Interesting - what monastic buildings were they referring to?

As I said, I'd always presumed that the place was built to house miners for the nearby pit, but the two storey buildings in the pic look perhaps more modern than I was expecting them to be - I'd be very surprised if they turned out to be older than 1900.

Now if that pic was taken in 1935, that would obviously pre-date the war. What's left on the ground today, though, looks like it possibly doesn't belong to those two storey houses.
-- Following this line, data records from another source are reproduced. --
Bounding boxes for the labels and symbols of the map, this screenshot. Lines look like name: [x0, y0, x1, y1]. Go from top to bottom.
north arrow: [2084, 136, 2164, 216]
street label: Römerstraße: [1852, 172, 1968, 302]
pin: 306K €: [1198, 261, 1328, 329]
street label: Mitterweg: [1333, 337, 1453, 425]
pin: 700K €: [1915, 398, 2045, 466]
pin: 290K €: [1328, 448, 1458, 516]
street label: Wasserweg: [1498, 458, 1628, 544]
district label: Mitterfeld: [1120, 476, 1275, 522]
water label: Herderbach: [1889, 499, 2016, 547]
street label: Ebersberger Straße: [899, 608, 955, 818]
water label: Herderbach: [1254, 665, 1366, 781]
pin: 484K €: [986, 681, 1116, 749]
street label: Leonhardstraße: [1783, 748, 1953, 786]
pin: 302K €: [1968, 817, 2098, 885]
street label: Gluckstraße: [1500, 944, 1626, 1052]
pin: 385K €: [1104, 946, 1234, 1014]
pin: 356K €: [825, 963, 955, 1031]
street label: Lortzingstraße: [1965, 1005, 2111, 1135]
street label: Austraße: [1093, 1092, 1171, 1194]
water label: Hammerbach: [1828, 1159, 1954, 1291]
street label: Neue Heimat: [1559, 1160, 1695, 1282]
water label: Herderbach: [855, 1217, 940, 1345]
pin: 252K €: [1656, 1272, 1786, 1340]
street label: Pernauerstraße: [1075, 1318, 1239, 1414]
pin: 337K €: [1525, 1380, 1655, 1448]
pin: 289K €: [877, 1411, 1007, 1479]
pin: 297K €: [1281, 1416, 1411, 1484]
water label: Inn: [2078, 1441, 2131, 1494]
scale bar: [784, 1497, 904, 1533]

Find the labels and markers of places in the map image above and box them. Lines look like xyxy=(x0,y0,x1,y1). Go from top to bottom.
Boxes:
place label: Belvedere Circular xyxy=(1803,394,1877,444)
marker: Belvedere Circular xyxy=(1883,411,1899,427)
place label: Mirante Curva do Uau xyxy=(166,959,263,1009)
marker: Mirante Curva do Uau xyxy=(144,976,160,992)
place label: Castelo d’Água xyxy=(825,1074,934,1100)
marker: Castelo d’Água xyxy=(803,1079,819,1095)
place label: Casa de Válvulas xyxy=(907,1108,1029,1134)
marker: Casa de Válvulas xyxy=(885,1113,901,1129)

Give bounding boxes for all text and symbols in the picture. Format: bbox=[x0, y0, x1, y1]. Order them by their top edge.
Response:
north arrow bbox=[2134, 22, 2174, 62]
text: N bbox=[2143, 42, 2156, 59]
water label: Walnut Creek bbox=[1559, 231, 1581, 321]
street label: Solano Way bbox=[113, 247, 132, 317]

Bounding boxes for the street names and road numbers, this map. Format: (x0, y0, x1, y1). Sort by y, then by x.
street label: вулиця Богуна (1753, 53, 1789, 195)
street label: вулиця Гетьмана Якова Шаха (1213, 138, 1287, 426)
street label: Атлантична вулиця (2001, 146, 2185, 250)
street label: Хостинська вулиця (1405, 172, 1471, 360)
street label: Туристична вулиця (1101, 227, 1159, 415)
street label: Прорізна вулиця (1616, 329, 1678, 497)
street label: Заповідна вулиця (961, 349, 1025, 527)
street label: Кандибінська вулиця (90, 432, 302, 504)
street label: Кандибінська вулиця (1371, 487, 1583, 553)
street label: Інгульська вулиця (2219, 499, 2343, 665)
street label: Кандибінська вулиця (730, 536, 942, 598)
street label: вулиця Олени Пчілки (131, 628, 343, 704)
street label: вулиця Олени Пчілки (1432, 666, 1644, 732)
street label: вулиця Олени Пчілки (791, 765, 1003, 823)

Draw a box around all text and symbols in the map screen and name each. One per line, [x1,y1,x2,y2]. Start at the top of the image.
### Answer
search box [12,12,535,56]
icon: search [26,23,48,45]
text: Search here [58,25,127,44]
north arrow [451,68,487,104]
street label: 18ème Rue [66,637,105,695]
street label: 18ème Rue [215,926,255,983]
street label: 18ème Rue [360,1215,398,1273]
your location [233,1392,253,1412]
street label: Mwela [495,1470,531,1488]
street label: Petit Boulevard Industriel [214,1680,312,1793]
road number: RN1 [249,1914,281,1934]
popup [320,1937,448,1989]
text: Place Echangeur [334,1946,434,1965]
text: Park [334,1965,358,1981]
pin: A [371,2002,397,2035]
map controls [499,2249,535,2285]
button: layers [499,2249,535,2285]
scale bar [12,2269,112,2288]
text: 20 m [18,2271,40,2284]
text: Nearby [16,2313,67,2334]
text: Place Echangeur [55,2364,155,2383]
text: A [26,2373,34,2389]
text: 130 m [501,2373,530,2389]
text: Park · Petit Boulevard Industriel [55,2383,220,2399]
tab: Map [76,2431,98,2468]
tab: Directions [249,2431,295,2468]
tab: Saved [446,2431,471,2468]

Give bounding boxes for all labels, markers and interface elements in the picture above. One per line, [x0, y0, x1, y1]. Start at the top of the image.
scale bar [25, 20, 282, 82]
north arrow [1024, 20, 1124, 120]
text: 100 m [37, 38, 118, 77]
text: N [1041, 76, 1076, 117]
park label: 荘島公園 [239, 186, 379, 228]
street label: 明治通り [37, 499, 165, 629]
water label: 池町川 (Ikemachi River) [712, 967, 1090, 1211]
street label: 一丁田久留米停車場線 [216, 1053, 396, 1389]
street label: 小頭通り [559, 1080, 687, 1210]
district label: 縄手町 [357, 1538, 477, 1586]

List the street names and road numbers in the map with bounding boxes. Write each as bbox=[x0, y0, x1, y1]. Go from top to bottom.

I wouldn't have expected them to have had the concrete floors that are still in situ, and what is left appears to be made of brick, whereas those houses look like they may be stone.

So I guess it could be that they were flattened and rebuilt during the war, but my dad remembers it existing, and he was born in 53, so I can't see people living in Nissen huts for 30 years! I'll ask him next time I see him if he remembers what the dwellings themselves looked like.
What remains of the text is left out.